2009-05-21
Solving the Python SIGCHLD
problem
In brief, the Python SIGCHLD
problem is that while C-level SIGCHLD
signal handlers are protected against reentrancy, your Python level
SIGCHLD
handler function is not, because it is not actually executed
as a C-level signal handler. This winds up causing heartburn and
potential explosions if you do anything sophisticated when child
processes exit. (See SIGCHLDVsPython for a longer discussion.)
In thinking about the problem, I've realized that signal.signal()
is itself a peculiar but useful atomic operation. This is important,
because in order to fix this problem in Python code we need to build a
'test and set' (or vice versa) primitive that is not thread related,
so that we can guard the signal handler function with it.

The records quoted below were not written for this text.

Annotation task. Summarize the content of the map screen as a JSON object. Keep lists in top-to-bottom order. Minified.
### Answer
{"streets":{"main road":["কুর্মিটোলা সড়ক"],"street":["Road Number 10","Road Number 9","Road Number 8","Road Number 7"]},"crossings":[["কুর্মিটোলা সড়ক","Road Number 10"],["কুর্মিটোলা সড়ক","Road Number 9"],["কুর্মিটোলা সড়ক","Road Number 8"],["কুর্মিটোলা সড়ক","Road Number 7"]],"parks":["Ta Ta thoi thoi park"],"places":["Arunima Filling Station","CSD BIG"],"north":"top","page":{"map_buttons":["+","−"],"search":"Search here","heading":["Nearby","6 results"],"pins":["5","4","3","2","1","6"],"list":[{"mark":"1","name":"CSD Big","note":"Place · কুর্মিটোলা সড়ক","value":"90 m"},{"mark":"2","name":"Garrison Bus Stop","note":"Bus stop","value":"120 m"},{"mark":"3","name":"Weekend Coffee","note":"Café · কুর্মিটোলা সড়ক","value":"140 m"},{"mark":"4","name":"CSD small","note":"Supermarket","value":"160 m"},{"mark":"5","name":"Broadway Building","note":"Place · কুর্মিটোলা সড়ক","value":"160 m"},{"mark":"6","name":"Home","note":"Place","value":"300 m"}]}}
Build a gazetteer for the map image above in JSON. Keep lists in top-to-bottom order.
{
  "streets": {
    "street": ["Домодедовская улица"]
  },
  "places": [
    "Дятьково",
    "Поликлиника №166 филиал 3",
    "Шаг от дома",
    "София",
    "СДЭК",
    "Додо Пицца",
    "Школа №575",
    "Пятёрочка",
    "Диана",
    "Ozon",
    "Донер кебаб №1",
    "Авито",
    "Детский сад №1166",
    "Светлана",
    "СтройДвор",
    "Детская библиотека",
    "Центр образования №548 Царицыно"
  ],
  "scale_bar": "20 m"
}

So the sketch of a solution to the problem is this: the first thing the
Python signal handler does is immediately set SIGCHLD
to SIG_DFL
and examine the old handler value it gets back. If the old handler is
already SIG_DFL
, the signal handler has been re-entered and it must
immediately return; otherwise it reaps children as normal, and at the
end resets the SIGCHLD
handler to its old value.
(Usefully, Unix semantics insure that we will never miss dead children;
if you (re-)enable a SIGCHLD
handler with pending dead children, the
kernel immediately sends you a SIGCHLD
.)
Disclaimer: I believe that this should work, but beware, I haven't actually tested it.
(I came up with this idea some time ago, but didn't want to write it up until I'd actually implemented it and knew for sure that it worked. But I haven't gotten around to doing that and I probably won't any time soon, for various reasons, and so it's time to stop sitting on this.)